Client Certificate UI for Chrome?

James A. Donald jamesd at echeque.com
Wed Sep 2 20:07:00 EDT 2009


Steven Bellovin wrote:
> This returns us to the previously-unsolved UI problem: how -- with 
> today's users, and with something more or less like today's browsers 
> since that's what today's users know -- can a spoof-proof password 
> prompt be presented?

When the user clicks on a button generated by a particular special kind 
of html tag, perhaps
<loginbutton logintype="SRP" 
loginurl="/customers/loginpage.script>login</loginbutton>

A not quite rectangular login form which is not an html page rolls out 
of the url, with a motion like a blind or toilet paper unrolling, and 
partially covers the browser chrome, thus associating the form  with the 
browser and the url, rather than the web page.

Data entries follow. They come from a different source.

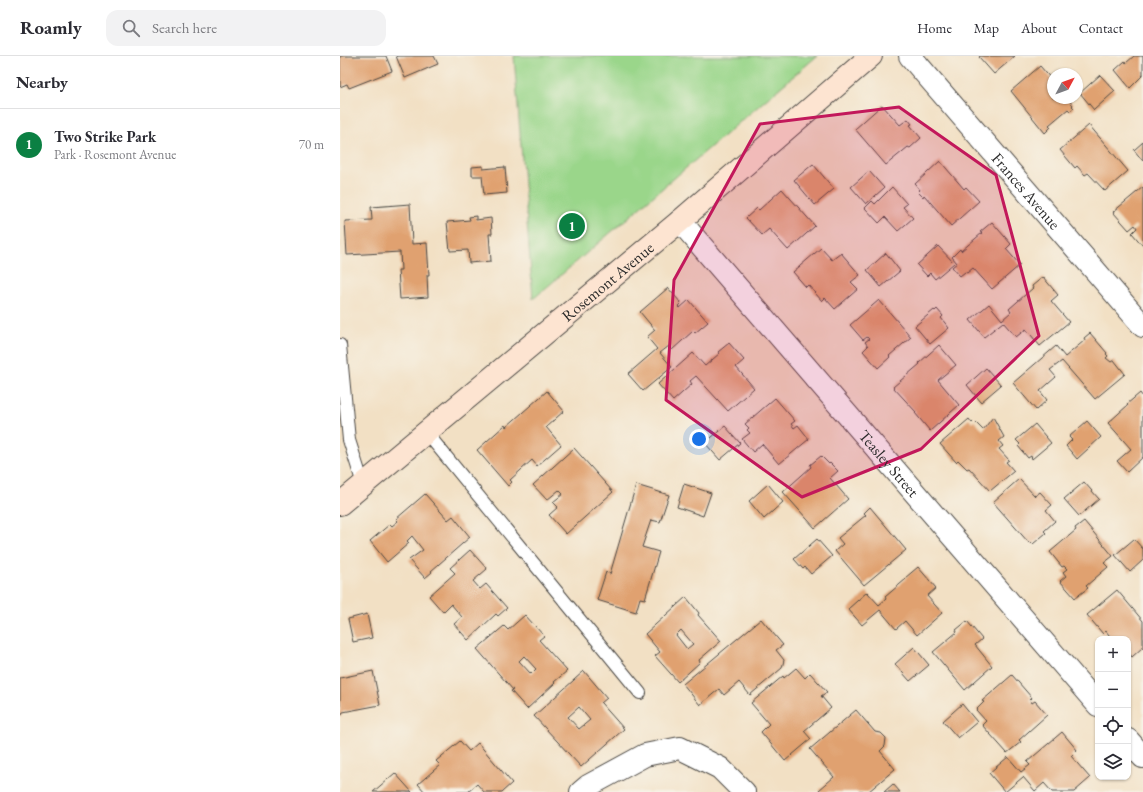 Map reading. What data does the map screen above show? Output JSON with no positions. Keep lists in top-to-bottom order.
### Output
{
  "streets": {
    "street": ["Frances Avenue", "Rosemont Avenue", "Teasley Street"]
  },
  "crossings": [
    ["Rosemont Avenue", "Teasley Street"]
  ],
  "north": "top right",
  "page": {
    "header": "Roamly",
    "search": "Search here",
    "nav": [
      "Home",
      "Map",
      "About",
      "Contact"
    ],
    "heading": "Nearby",
    "list": [
      {
        "mark": "1",
        "name": "Two Strike Park",
        "note": "Park · Rosemont Avenue",
        "value": "70 m"
      }
    ],
    "pins": "1",
    "map_buttons": ["+", "−"]
  }
}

The form will be decorated and prominently watermarked in manner that is 
customizable by the end user, and if the end user does not customize it, 
which he probably will not, a customization was randomly selected at 
install time.

A phisher could do a flash animation that looks almost like the form 
rolling out, but the flash animation will not roll out of the url, and 
will not partially cover the browser chrome, and is unlikely to match 
the customization.

If the url is http://exampledomain.com/somedirectory/somepage.html

Then the content of the login form is controlled by script at 
login://exampledomain.com//customers/loginpage.script

The login form will be associated with a public key.  If the user has 
logged in before using this browser, there will be an entry in his 
bookmarks list for the url *and* public key

If the login form is the browser's bookmark list, the title on the login 
form will be the petname, that is to say, the name under which it 
appears in the bookmark list.

If the login form is *not* in the browser's bookmark list, the title on 
the login form will be "No Previous Login at this site using this 
browser by this user", with script supplied title and or certificate 
supplied title somewhere else in smaller print.

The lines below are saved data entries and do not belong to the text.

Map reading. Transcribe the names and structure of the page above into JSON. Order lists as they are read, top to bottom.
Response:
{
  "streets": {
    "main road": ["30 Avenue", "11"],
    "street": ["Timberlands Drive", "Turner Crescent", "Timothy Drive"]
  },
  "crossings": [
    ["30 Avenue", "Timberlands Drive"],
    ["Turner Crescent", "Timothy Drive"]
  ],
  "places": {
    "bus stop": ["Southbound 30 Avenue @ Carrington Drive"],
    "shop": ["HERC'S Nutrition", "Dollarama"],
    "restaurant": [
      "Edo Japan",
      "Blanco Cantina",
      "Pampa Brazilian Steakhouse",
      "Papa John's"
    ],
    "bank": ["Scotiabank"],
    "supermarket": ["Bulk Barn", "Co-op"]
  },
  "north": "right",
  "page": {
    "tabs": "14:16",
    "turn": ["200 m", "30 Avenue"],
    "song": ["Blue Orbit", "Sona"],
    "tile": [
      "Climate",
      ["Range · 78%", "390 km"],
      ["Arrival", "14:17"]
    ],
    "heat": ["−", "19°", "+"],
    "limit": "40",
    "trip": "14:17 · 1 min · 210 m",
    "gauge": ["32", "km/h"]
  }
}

The loginpage.script will tell the browser what fields and fieldnames to 
request from the user - typically username and password, but this needs 
to be scriptable - for example it could be credit card number, etc.  The 
script will tell the server what database table and what database fields 
to associate these user supplied fields with when the client responds.

Peter Gutmann has, he believes, a much simpler solution.